→ **Input data**:
□ □ □ □

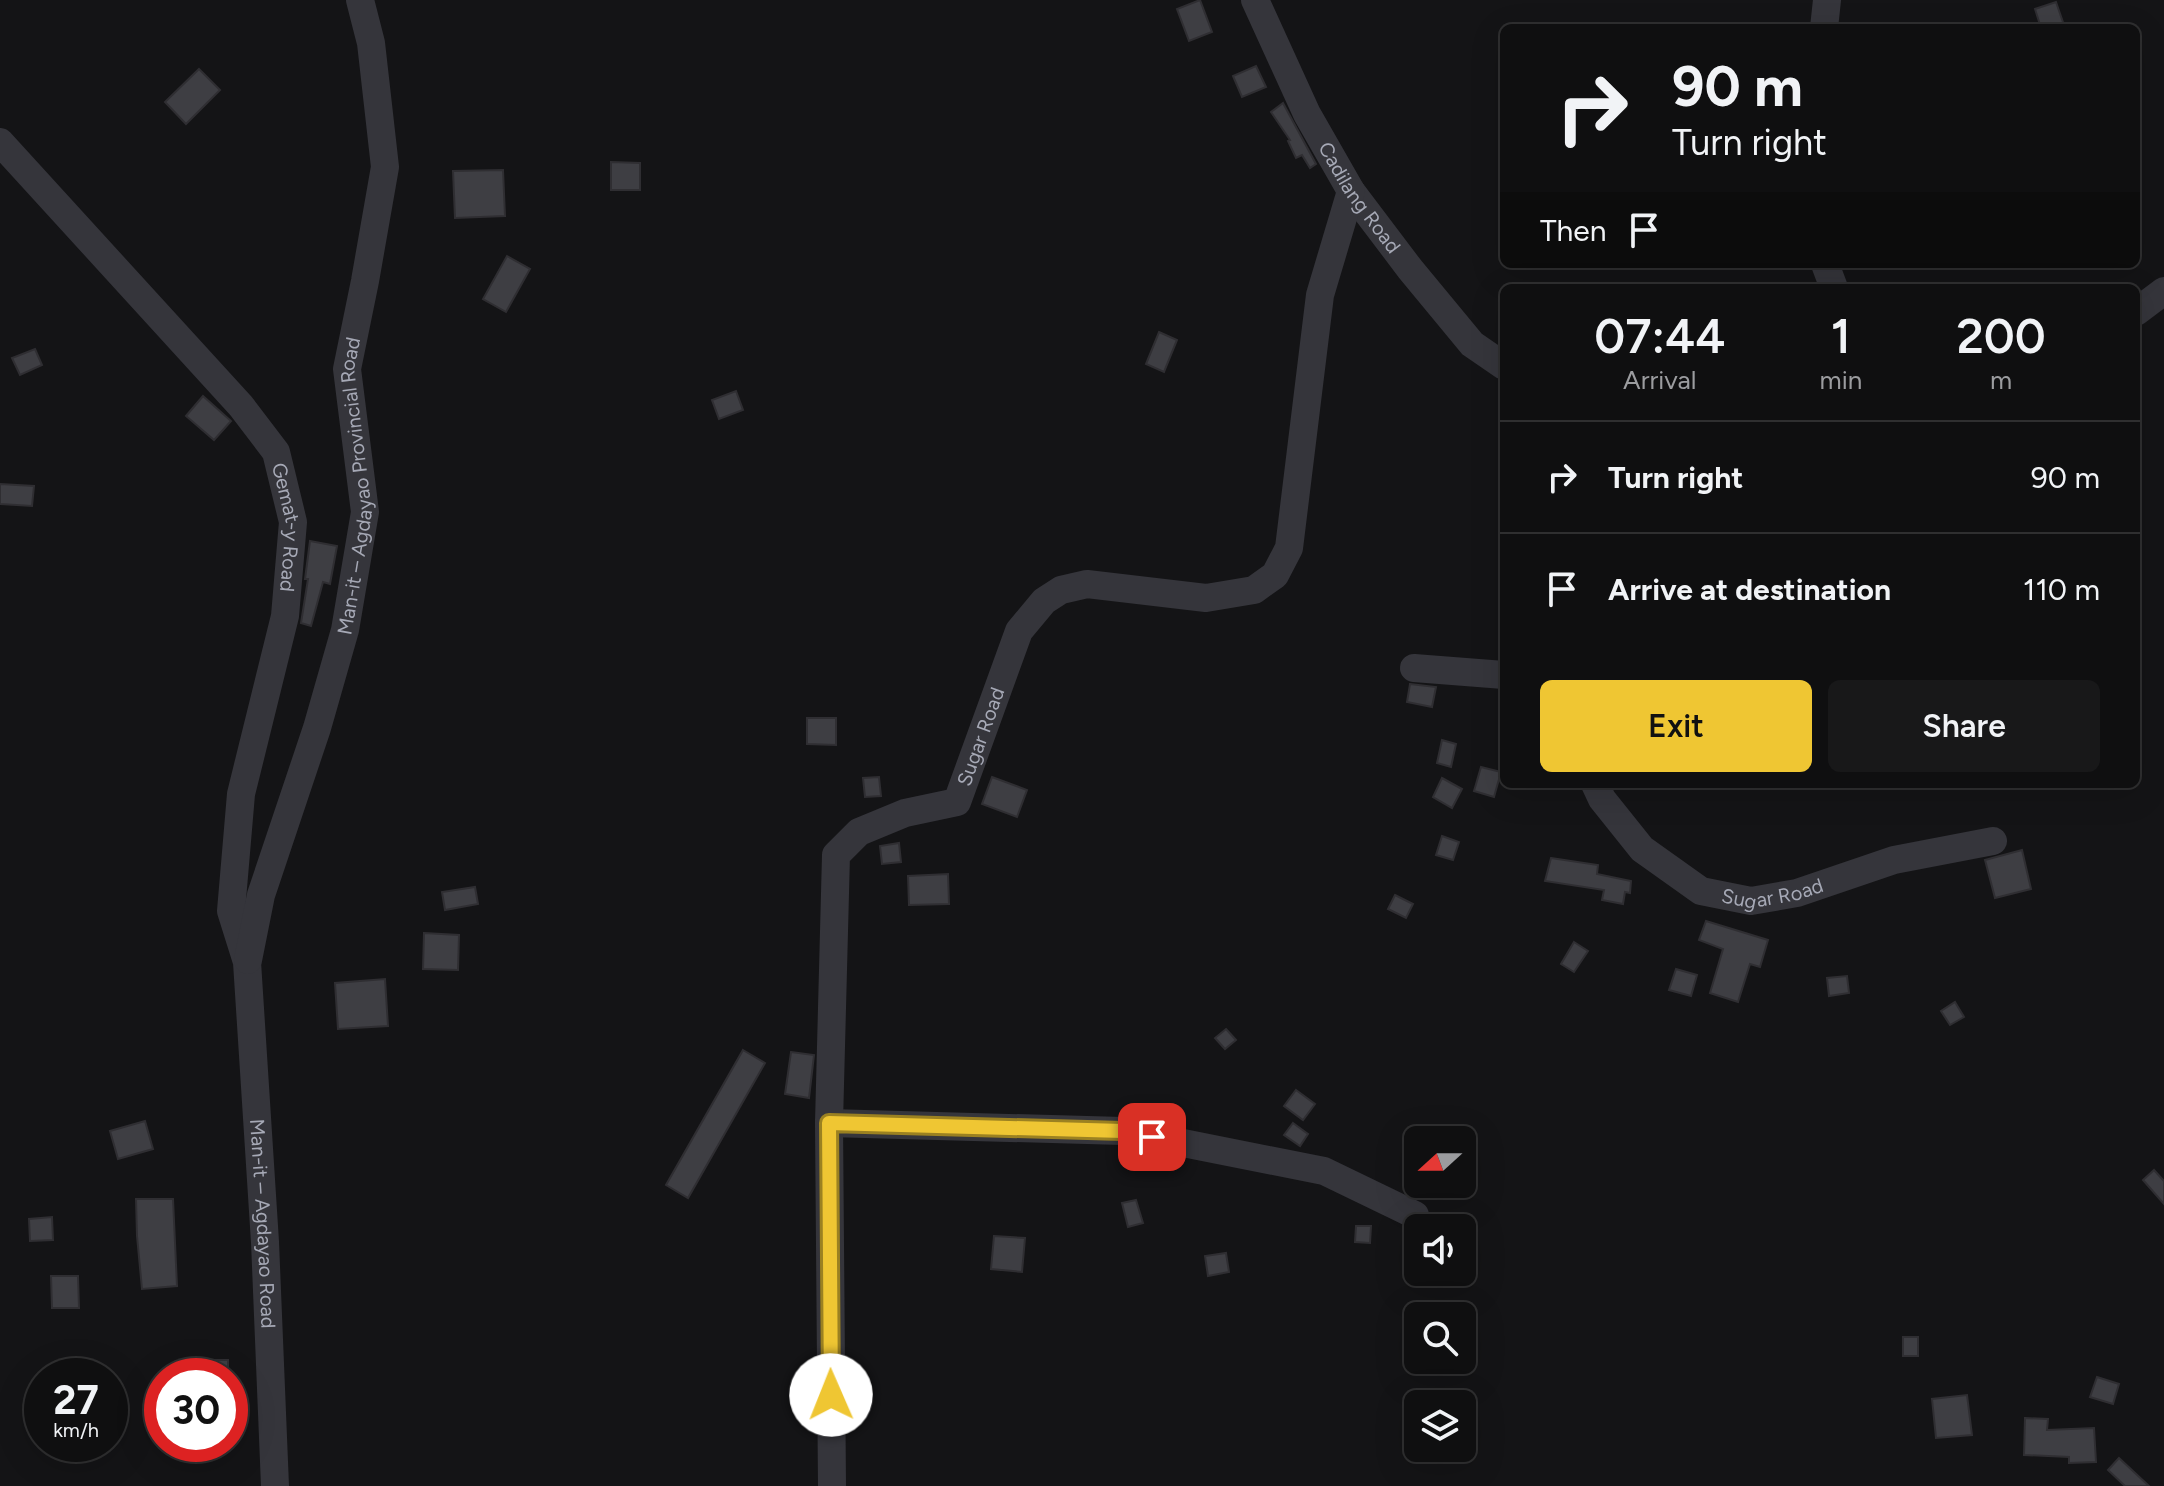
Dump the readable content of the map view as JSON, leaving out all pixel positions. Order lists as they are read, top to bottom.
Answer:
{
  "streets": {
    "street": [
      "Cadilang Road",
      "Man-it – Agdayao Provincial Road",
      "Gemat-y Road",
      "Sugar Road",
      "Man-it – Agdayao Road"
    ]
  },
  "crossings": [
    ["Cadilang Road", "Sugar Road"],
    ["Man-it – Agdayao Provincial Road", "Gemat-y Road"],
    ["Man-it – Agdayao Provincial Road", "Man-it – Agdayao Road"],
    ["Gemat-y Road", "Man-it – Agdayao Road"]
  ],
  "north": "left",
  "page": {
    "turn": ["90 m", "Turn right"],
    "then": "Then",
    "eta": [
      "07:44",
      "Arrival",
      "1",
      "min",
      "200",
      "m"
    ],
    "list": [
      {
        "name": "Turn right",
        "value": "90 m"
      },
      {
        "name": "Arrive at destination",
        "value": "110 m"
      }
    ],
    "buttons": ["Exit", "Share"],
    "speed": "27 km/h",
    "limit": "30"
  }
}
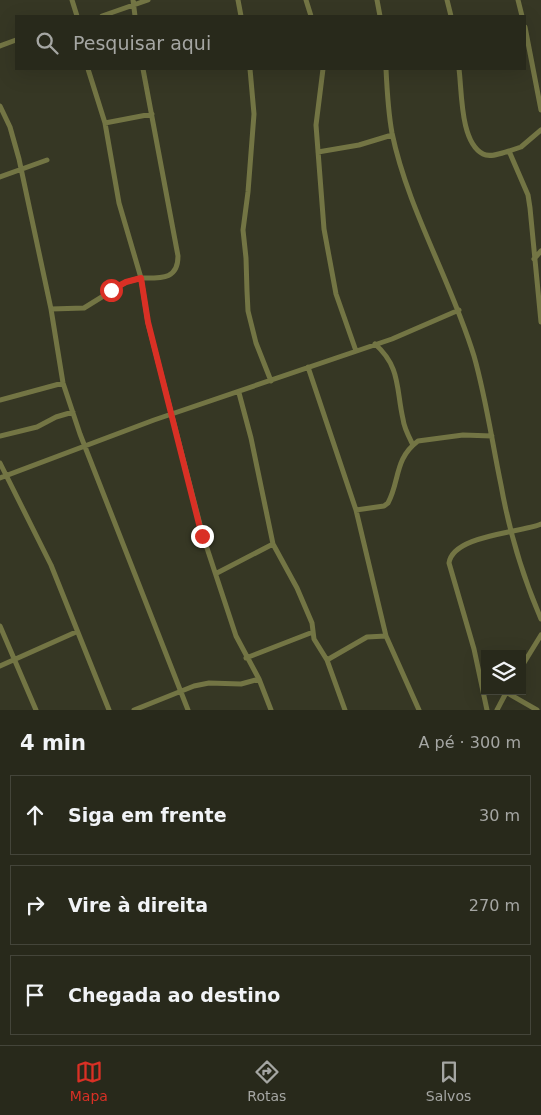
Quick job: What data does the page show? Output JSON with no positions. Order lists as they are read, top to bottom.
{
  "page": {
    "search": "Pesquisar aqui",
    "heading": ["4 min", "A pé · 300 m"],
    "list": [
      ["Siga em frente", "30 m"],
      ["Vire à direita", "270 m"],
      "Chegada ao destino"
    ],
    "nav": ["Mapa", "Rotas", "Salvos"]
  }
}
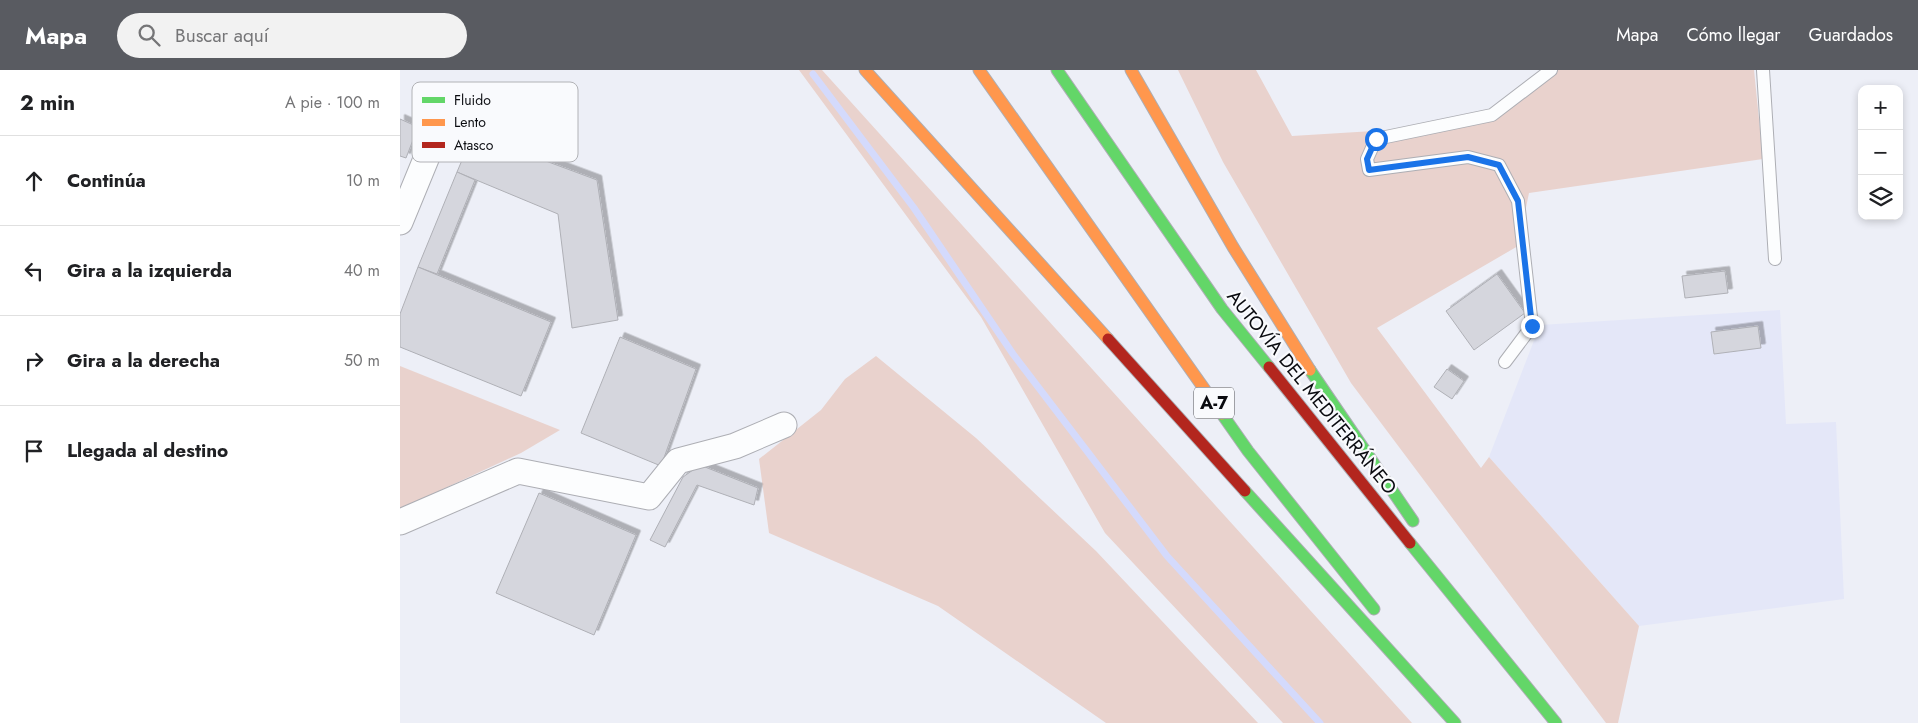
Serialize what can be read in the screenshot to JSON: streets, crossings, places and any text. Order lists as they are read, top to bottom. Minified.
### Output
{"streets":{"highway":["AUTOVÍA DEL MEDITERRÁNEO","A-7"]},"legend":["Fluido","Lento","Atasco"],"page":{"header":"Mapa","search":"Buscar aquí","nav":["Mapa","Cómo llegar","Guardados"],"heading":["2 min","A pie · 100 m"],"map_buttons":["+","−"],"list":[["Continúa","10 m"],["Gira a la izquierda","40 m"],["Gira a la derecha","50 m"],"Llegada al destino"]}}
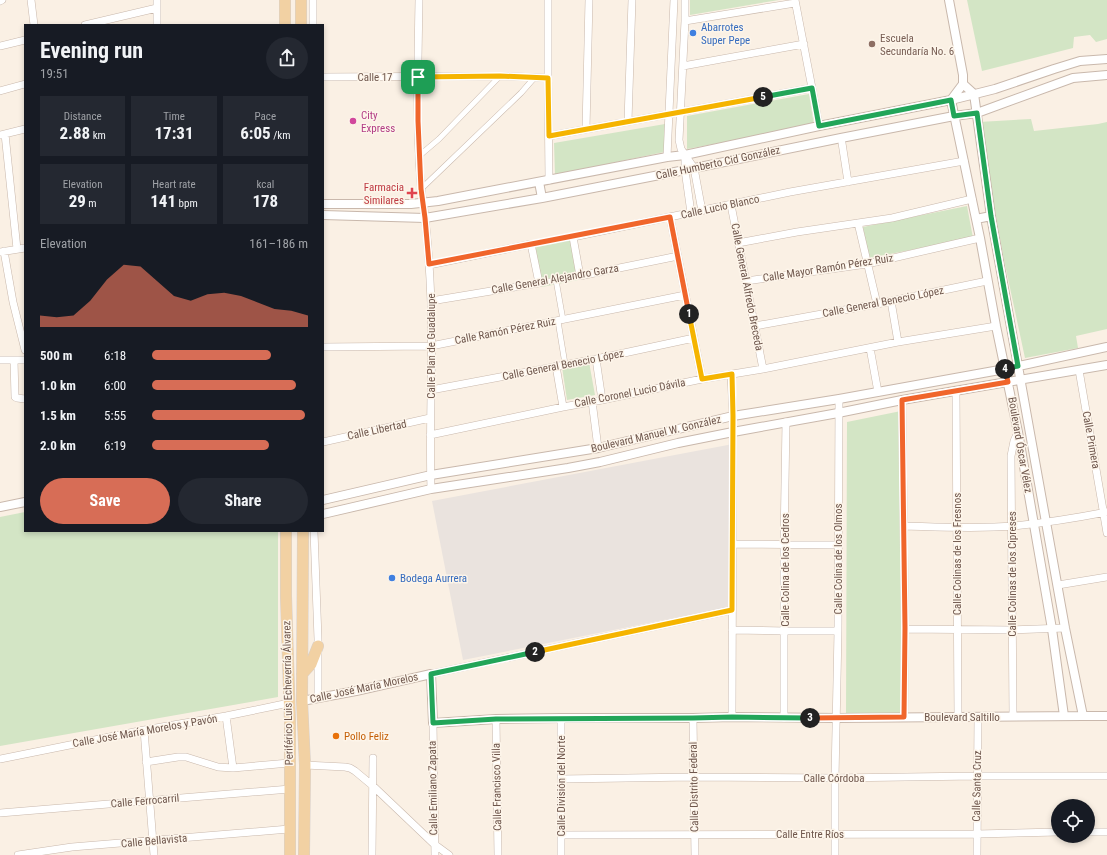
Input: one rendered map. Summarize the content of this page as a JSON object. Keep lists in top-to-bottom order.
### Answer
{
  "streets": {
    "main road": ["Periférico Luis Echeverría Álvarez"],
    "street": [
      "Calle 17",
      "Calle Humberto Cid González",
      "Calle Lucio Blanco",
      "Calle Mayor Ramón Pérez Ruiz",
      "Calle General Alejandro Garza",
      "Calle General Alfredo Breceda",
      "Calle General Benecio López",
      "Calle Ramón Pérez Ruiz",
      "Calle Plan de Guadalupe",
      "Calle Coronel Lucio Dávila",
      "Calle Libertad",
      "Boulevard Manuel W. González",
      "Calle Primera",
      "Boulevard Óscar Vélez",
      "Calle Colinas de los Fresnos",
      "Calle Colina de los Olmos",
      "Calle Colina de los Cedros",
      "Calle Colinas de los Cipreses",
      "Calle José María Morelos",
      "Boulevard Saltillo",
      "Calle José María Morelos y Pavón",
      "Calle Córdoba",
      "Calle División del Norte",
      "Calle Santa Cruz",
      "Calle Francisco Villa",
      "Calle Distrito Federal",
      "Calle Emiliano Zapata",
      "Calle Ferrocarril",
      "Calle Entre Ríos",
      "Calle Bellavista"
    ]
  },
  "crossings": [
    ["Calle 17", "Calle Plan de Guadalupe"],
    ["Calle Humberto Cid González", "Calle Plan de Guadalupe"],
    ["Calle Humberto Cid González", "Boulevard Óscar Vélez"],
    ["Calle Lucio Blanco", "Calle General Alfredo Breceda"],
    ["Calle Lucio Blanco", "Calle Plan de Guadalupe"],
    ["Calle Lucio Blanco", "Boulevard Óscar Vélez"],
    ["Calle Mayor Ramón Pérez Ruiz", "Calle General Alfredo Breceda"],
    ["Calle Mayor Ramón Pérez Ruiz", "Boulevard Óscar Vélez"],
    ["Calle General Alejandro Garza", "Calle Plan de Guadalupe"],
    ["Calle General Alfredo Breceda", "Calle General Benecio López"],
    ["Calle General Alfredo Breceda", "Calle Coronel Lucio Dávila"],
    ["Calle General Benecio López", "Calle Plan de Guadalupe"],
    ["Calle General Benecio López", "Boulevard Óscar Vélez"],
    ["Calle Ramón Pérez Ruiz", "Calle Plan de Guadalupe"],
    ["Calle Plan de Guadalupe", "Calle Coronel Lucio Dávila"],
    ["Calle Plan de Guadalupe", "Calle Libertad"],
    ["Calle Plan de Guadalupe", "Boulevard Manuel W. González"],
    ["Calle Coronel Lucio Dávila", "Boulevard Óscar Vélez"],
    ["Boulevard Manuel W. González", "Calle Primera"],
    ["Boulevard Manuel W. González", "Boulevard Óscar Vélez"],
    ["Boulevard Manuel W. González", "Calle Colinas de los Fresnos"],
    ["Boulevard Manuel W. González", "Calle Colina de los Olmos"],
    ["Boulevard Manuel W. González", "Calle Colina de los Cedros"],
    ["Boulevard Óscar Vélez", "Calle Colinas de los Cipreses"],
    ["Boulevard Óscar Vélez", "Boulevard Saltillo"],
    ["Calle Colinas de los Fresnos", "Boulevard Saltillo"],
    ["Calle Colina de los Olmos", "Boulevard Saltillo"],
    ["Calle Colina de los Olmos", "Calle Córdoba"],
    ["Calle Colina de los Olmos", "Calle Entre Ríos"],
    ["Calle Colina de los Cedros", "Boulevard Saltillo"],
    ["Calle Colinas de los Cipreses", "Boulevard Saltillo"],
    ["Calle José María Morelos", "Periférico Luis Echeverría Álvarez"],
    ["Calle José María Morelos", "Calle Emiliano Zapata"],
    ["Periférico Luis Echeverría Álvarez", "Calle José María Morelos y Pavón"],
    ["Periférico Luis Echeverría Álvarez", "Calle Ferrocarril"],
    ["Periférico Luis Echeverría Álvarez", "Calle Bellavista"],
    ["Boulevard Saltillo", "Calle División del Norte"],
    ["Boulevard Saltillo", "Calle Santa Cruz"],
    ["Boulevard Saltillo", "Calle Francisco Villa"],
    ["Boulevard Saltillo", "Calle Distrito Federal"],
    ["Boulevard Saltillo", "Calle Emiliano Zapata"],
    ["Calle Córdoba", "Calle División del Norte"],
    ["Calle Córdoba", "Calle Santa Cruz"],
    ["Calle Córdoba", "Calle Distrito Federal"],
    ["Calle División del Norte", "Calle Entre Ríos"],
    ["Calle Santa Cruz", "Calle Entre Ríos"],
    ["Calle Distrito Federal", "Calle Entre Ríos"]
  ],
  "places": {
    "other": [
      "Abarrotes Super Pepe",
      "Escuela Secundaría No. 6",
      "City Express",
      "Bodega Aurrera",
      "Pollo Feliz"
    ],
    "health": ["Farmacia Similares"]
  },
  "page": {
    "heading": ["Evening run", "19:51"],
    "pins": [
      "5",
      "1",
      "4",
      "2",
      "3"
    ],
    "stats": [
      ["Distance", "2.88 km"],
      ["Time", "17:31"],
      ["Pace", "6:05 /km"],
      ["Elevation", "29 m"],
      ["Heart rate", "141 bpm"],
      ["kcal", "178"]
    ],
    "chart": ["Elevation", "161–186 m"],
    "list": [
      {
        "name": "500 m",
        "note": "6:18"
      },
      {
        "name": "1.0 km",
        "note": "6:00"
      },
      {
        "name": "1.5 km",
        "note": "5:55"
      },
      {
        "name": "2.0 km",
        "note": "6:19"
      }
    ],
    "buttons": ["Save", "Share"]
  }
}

□ □ □ □

Verbatim copy, pictures excluded: output the lines from the first line of the records above through the line containing "Serialize what can".

→ **Exercise result**:
Dump the readable content of the map view as JSON, leaving out all pixel positions. Order lists as they are read, top to bottom.
Answer:
{
  "streets": {
    "street": [
      "Cadilang Road",
      "Man-it – Agdayao Provincial Road",
      "Gemat-y Road",
      "Sugar Road",
      "Man-it – Agdayao Road"
    ]
  },
  "crossings": [
    ["Cadilang Road", "Sugar Road"],
    ["Man-it – Agdayao Provincial Road", "Gemat-y Road"],
    ["Man-it – Agdayao Provincial Road", "Man-it – Agdayao Road"],
    ["Gemat-y Road", "Man-it – Agdayao Road"]
  ],
  "north": "left",
  "page": {
    "turn": ["90 m", "Turn right"],
    "then": "Then",
    "eta": [
      "07:44",
      "Arrival",
      "1",
      "min",
      "200",
      "m"
    ],
    "list": [
      {
        "name": "Turn right",
        "value": "90 m"
      },
      {
        "name": "Arrive at destination",
        "value": "110 m"
      }
    ],
    "buttons": ["Exit", "Share"],
    "speed": "27 km/h",
    "limit": "30"
  }
}
Quick job: What data does the page show? Output JSON with no positions. Order lists as they are read, top to bottom.
{
  "page": {
    "search": "Pesquisar aqui",
    "heading": ["4 min", "A pé · 300 m"],
    "list": [
      ["Siga em frente", "30 m"],
      ["Vire à direita", "270 m"],
      "Chegada ao destino"
    ],
    "nav": ["Mapa", "Rotas", "Salvos"]
  }
}
Serialize what can be read in the screenshot to JSON: streets, crossings, places and any text. Order lists as they are read, top to bottom. Minified.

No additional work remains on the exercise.